[Collected data entries]

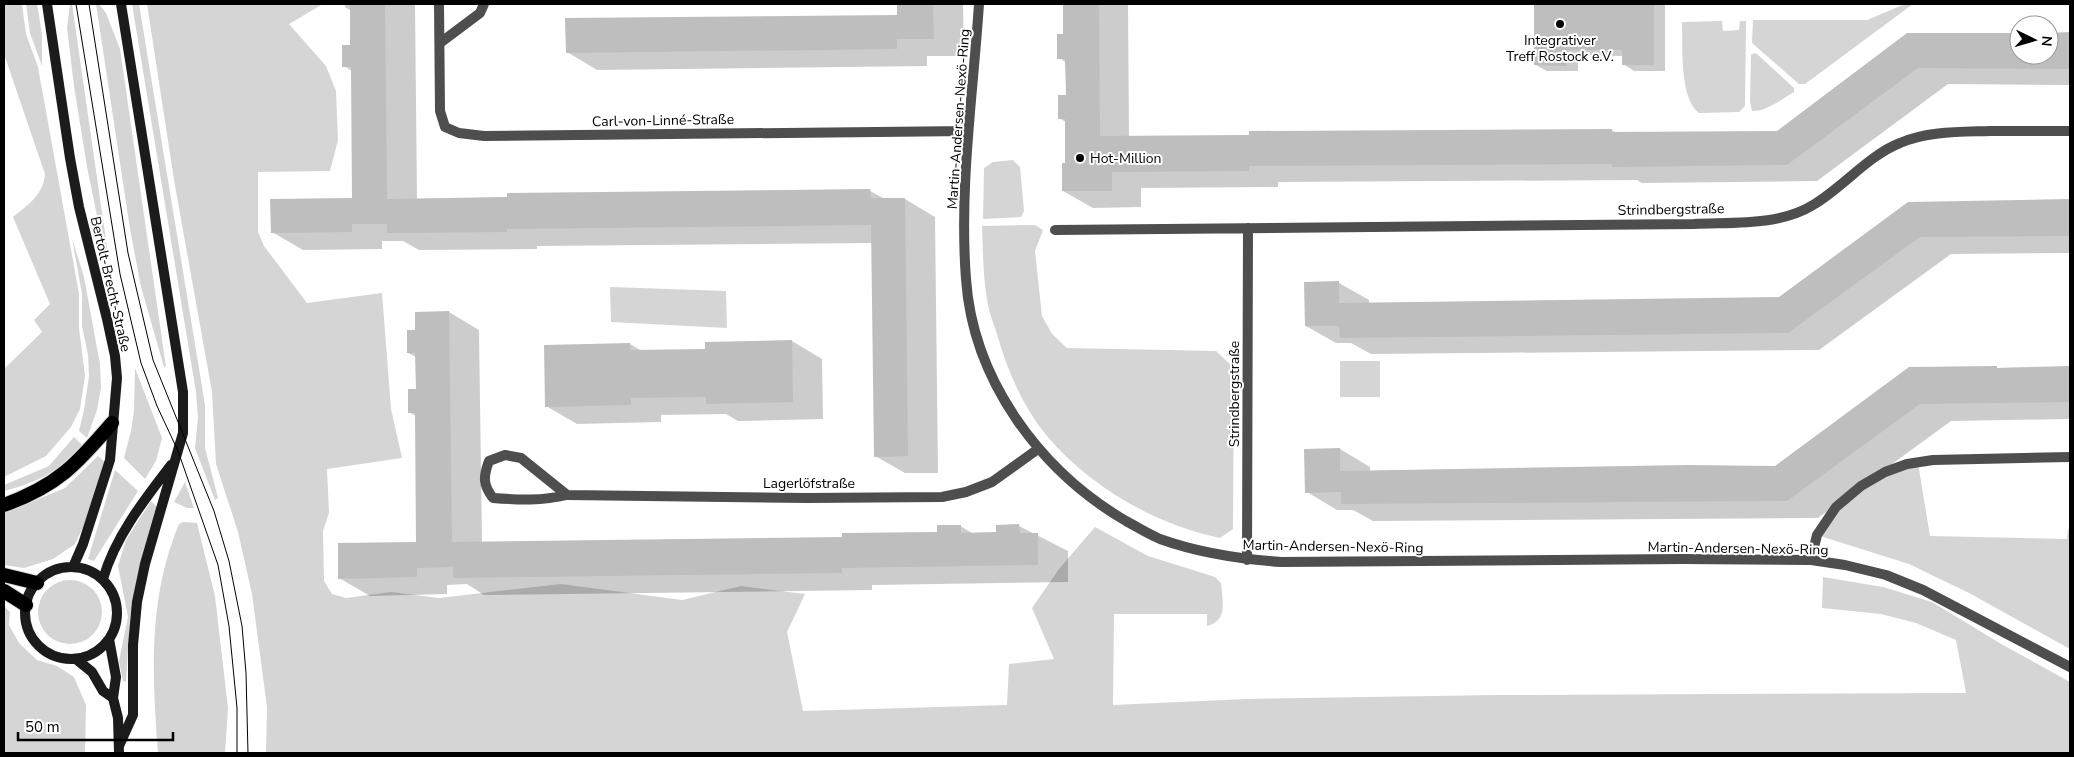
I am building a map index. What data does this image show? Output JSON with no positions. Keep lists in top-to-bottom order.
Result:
{
  "streets": {
    "main road": ["Bertolt-Brecht-Straße"],
    "street": [
      "Martin-Andersen-Nexö-Ring",
      "Carl-von-Linné-Straße",
      "Strindbergstraße",
      "Lagerlöfstraße"
    ]
  },
  "crossings": [
    ["Martin-Andersen-Nexö-Ring", "Carl-von-Linné-Straße"],
    ["Martin-Andersen-Nexö-Ring", "Strindbergstraße"],
    ["Martin-Andersen-Nexö-Ring", "Lagerlöfstraße"]
  ],
  "places": ["Integrativer Treff Rostock e.V.", "Hot-Million"],
  "scale_bar": "50 m",
  "north": "right"
}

*PROBLEM REQUIREMENTS*.
Give back every entry word for word, and drop the pictures as you go.

*RESPONSE FOR THIS EXERCISE*.
I am building a map index. What data does this image show? Output JSON with no positions. Keep lists in top-to-bottom order.
Result:
{
  "streets": {
    "main road": ["Bertolt-Brecht-Straße"],
    "street": [
      "Martin-Andersen-Nexö-Ring",
      "Carl-von-Linné-Straße",
      "Strindbergstraße",
      "Lagerlöfstraße"
    ]
  },
  "crossings": [
    ["Martin-Andersen-Nexö-Ring", "Carl-von-Linné-Straße"],
    ["Martin-Andersen-Nexö-Ring", "Strindbergstraße"],
    ["Martin-Andersen-Nexö-Ring", "Lagerlöfstraße"]
  ],
  "places": ["Integrativer Treff Rostock e.V.", "Hot-Million"],
  "scale_bar": "50 m",
  "north": "right"
}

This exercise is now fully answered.